*PROBLEM STATEMENT*.
Check each line of the records below for the word "border" and copy those where it appears.

*RECORDS PROVIDED*.
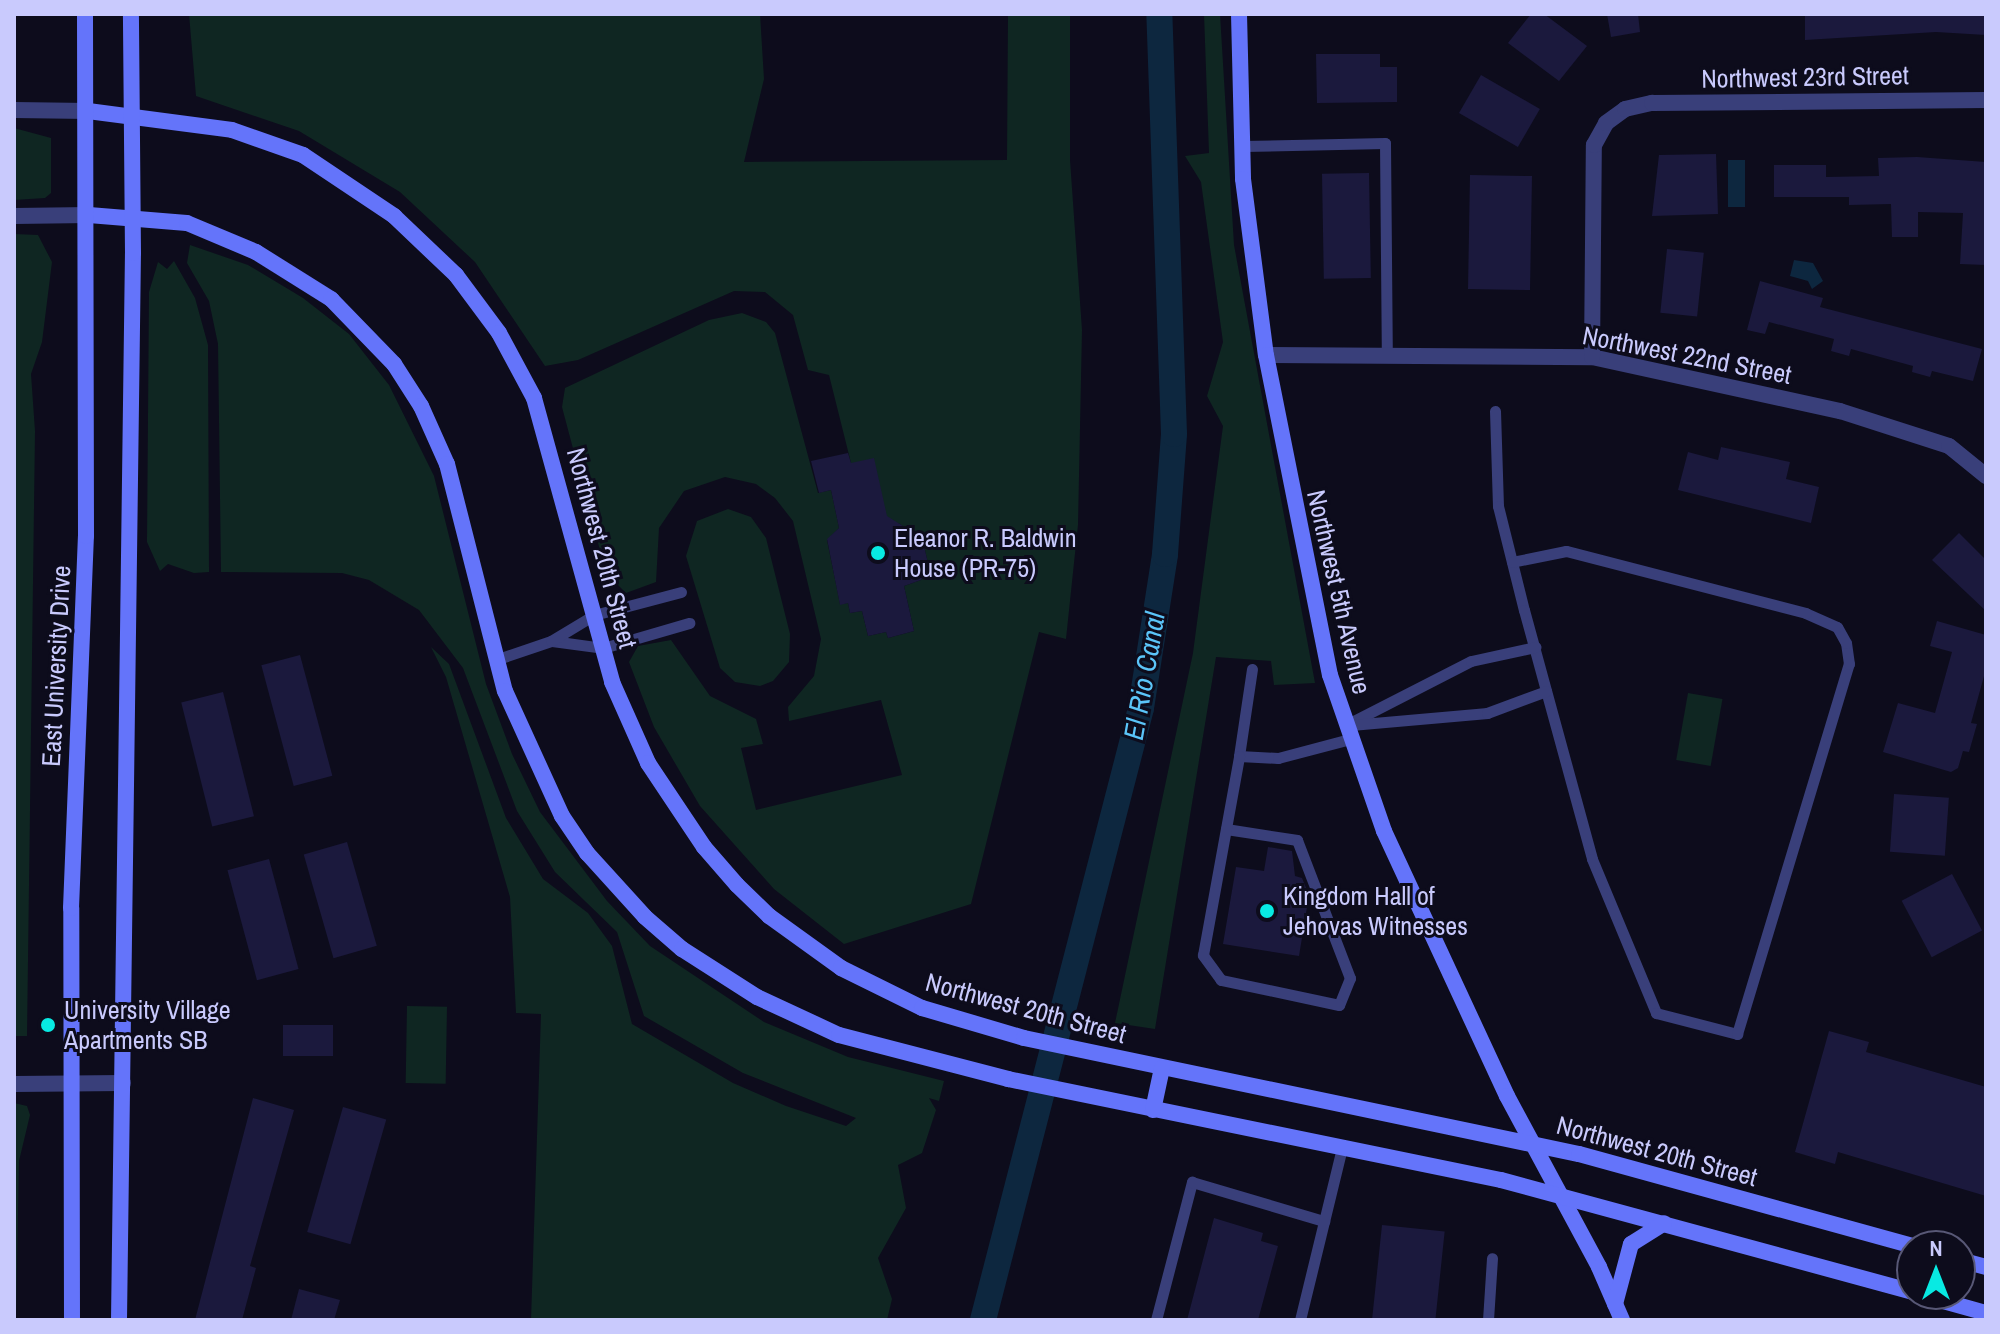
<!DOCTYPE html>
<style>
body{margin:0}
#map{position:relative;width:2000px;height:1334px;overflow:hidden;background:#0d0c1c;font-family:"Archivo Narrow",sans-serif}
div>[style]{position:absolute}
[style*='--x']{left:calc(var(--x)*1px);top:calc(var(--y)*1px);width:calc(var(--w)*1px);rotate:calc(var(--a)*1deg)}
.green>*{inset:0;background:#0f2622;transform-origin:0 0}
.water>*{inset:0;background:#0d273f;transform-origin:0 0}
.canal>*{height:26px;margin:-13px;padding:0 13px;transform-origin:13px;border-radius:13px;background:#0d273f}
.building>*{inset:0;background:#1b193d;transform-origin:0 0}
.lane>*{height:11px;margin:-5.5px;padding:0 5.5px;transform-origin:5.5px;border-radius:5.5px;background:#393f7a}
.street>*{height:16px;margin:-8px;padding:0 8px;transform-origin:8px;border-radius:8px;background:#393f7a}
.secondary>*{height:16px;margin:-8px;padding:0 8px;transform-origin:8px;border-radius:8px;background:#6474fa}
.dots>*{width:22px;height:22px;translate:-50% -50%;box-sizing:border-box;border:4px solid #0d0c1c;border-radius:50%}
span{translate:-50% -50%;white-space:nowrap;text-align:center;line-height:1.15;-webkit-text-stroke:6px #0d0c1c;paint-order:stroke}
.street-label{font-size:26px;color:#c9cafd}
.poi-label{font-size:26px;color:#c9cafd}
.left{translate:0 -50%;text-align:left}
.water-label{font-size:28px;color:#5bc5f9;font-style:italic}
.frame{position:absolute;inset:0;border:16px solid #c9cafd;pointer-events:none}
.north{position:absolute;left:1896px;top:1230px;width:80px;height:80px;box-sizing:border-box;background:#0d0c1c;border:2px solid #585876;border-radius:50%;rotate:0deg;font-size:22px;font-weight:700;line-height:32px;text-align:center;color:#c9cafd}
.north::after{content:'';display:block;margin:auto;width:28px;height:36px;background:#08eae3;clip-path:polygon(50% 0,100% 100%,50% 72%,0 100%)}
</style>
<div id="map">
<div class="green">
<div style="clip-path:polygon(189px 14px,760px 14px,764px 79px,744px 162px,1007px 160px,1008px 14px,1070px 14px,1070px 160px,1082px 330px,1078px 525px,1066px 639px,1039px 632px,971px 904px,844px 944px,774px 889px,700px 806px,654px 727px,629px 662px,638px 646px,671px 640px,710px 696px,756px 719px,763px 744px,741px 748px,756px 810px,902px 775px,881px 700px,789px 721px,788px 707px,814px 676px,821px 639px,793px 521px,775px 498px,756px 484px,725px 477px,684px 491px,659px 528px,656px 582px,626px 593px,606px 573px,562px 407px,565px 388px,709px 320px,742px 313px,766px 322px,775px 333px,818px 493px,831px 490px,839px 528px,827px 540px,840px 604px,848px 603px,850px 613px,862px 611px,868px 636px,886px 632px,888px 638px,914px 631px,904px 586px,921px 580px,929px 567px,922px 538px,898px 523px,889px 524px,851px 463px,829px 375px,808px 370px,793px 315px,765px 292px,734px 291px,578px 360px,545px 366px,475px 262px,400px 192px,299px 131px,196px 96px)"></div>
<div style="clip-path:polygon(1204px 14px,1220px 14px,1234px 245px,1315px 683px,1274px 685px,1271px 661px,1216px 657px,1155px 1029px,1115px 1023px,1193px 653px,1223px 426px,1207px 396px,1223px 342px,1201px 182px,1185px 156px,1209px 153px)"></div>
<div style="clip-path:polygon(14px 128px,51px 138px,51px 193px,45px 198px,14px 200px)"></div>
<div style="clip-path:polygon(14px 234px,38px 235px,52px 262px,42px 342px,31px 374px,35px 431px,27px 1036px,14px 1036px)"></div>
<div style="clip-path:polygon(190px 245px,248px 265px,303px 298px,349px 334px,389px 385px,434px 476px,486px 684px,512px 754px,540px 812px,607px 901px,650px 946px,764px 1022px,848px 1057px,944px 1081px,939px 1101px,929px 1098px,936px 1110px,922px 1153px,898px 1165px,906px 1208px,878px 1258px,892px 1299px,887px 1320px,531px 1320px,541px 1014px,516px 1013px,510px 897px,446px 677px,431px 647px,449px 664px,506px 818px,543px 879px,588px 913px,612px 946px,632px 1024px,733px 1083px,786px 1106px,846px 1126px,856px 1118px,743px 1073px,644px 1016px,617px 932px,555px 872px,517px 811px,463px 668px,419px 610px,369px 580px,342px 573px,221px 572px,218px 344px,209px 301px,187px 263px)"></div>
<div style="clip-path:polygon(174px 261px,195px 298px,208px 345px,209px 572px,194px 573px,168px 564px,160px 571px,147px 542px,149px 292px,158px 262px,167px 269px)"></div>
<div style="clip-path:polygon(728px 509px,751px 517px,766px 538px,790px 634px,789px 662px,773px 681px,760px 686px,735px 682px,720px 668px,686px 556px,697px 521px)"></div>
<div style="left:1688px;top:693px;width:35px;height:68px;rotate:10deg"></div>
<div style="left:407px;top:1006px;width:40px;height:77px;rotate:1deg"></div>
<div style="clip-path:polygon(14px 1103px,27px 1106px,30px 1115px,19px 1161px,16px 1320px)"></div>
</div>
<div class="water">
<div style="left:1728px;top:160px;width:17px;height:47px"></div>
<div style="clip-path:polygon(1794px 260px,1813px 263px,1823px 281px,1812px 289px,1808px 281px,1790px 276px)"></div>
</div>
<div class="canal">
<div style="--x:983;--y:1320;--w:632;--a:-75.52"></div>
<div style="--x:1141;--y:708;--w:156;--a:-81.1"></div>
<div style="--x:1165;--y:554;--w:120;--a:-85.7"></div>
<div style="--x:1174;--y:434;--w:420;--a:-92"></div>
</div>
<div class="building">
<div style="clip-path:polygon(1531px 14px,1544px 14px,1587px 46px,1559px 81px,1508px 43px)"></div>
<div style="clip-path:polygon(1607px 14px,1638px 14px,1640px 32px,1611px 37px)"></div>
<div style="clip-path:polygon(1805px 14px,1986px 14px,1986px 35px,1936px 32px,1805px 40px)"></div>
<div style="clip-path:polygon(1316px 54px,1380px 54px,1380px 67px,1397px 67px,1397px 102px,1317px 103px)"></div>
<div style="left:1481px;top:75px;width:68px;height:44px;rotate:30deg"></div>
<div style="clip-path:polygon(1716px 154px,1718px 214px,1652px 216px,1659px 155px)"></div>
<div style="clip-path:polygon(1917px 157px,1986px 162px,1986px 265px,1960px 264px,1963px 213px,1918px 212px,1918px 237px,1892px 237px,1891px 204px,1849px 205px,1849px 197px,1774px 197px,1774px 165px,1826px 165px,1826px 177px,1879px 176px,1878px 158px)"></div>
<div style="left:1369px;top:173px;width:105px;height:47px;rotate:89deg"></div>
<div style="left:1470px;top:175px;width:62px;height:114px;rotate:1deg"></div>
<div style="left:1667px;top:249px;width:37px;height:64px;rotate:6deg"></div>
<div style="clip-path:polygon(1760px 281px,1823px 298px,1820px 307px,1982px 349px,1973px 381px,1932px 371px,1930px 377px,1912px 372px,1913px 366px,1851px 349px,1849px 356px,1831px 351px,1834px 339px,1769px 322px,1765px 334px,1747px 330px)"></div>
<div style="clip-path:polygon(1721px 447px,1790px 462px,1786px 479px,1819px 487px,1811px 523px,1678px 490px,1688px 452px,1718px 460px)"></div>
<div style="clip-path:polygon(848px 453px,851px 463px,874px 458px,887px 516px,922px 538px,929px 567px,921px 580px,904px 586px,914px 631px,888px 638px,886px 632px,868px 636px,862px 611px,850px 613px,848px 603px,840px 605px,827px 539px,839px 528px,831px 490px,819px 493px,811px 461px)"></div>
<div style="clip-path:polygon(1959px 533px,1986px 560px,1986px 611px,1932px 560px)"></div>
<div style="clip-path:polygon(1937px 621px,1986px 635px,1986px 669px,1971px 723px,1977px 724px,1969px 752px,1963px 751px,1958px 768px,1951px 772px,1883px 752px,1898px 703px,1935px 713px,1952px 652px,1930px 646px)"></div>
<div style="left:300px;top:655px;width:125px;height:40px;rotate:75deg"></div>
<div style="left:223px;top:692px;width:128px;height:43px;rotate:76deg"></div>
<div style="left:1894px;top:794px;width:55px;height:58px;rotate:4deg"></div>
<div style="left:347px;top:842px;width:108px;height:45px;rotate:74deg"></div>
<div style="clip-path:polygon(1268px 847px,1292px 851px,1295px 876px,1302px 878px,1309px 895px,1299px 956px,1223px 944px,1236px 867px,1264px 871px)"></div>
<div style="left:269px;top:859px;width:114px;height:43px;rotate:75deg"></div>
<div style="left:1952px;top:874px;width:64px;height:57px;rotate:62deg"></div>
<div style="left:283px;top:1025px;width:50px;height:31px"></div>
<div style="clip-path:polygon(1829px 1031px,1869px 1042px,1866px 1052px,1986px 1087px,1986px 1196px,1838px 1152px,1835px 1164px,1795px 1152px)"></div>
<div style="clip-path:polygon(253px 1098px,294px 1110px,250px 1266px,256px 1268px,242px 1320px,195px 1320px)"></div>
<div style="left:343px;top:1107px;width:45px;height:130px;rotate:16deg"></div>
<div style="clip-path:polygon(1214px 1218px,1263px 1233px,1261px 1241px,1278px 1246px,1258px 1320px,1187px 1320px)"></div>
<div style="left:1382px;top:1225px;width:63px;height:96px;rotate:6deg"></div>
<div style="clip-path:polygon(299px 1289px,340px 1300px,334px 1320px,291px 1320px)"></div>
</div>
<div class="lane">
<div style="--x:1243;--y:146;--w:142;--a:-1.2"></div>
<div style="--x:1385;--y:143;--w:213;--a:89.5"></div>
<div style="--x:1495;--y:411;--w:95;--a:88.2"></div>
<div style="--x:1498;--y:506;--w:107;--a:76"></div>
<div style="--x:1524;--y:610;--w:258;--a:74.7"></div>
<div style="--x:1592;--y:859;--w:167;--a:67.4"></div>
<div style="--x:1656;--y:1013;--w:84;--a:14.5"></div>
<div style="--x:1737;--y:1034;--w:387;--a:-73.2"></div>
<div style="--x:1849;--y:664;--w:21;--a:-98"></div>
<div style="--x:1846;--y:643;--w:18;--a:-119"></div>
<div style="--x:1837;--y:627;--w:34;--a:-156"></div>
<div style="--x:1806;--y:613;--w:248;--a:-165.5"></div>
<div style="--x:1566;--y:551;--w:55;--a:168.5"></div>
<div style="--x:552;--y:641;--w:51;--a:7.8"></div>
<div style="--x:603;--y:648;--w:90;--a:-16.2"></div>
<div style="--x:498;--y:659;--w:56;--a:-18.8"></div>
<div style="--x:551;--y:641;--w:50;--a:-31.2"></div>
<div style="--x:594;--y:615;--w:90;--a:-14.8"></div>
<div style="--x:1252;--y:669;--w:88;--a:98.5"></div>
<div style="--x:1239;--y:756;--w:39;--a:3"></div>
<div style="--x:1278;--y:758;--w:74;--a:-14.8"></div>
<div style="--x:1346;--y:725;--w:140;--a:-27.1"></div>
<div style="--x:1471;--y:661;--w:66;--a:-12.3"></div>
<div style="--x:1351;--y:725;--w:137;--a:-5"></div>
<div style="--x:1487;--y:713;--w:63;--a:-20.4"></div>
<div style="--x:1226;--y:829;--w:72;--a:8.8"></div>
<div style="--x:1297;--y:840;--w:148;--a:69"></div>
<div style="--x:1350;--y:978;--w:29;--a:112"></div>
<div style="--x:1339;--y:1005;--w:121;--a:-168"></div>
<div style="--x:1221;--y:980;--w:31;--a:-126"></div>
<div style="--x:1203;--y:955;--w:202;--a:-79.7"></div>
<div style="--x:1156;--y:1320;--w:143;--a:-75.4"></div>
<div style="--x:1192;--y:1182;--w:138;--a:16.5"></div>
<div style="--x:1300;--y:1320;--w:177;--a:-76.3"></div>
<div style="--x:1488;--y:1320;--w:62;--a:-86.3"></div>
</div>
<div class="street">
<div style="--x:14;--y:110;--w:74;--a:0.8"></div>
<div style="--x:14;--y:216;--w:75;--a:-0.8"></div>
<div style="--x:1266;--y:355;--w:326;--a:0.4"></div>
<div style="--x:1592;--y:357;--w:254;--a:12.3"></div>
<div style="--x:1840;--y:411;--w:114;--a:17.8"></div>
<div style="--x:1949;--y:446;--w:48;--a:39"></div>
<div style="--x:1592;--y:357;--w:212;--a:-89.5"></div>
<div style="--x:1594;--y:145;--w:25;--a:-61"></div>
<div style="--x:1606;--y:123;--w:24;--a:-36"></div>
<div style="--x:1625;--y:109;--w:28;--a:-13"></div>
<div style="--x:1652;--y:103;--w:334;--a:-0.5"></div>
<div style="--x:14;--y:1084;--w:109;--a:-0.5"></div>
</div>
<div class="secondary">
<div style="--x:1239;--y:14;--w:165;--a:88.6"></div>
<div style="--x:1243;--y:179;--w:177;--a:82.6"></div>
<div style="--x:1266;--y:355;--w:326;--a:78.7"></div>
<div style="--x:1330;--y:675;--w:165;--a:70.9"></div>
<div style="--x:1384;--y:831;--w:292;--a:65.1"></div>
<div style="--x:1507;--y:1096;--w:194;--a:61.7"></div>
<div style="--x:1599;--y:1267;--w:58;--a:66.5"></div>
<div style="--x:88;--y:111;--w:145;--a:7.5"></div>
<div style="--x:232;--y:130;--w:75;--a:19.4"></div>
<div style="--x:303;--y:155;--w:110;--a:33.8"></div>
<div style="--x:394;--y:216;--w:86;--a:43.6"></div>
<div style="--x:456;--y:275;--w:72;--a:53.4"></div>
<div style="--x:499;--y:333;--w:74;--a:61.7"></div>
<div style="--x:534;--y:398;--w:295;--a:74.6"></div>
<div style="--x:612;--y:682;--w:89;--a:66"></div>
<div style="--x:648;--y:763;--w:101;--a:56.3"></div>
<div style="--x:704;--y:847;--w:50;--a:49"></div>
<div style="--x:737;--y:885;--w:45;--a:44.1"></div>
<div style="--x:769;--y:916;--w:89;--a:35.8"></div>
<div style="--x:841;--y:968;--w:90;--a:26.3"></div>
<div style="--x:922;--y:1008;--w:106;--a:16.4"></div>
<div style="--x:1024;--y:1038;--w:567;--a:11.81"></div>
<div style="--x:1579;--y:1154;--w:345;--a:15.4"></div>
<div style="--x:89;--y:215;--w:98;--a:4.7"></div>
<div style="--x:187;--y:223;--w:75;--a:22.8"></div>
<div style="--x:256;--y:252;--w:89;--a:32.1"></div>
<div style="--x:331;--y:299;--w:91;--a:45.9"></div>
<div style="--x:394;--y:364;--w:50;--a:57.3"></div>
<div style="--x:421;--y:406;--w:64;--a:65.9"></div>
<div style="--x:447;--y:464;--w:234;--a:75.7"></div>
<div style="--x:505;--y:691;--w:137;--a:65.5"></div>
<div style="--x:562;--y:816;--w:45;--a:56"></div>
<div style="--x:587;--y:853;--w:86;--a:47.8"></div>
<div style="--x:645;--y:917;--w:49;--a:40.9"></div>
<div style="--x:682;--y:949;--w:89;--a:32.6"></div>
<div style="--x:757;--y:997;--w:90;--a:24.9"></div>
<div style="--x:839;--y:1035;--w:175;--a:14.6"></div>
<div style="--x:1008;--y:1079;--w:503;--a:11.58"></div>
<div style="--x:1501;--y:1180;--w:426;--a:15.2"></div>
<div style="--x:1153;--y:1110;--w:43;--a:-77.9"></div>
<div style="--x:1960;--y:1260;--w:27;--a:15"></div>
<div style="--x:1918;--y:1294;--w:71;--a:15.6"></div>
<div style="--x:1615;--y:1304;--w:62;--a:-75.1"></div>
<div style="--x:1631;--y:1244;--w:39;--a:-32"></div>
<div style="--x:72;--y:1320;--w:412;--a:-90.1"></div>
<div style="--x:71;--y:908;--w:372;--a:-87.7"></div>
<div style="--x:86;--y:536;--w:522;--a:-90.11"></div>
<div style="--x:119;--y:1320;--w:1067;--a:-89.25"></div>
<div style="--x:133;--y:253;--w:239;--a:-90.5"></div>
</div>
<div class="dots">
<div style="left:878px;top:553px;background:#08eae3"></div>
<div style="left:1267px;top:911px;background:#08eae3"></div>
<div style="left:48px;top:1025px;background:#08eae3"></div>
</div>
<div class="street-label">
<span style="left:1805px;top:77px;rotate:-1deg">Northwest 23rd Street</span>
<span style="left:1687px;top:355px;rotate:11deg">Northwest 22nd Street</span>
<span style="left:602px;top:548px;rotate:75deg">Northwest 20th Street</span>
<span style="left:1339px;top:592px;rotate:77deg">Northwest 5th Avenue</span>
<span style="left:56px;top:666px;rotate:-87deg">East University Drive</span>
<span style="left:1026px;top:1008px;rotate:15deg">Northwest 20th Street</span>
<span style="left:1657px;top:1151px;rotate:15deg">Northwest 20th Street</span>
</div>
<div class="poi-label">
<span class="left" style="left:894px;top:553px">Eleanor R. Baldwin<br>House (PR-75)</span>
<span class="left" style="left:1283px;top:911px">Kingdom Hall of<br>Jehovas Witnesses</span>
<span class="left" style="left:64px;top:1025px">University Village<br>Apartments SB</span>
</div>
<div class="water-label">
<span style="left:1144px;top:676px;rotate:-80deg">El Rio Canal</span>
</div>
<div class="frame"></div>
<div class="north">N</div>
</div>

*SOLVED PROBLEM*.
.canal>*{height:26px;margin:-13px;padding:0 13px;transform-origin:13px;border-radius:13px;background:#0d273f}
.lane>*{height:11px;margin:-5.5px;padding:0 5.5px;transform-origin:5.5px;border-radius:5.5px;background:#393f7a}
.street>*{height:16px;margin:-8px;padding:0 8px;transform-origin:8px;border-radius:8px;background:#393f7a}
.secondary>*{height:16px;margin:-8px;padding:0 8px;transform-origin:8px;border-radius:8px;background:#6474fa}
.dots>*{width:22px;height:22px;translate:-50% -50%;box-sizing:border-box;border:4px solid #0d0c1c;border-radius:50%}
.frame{position:absolute;inset:0;border:16px solid #c9cafd;pointer-events:none}
.north{position:absolute;left:1896px;top:1230px;width:80px;height:80px;box-sizing:border-box;background:#0d0c1c;border:2px solid #585876;border-radius:50%;rotate:0deg;font-size:22px;font-weight:700;line-height:32px;text-align:center;color:#c9cafd}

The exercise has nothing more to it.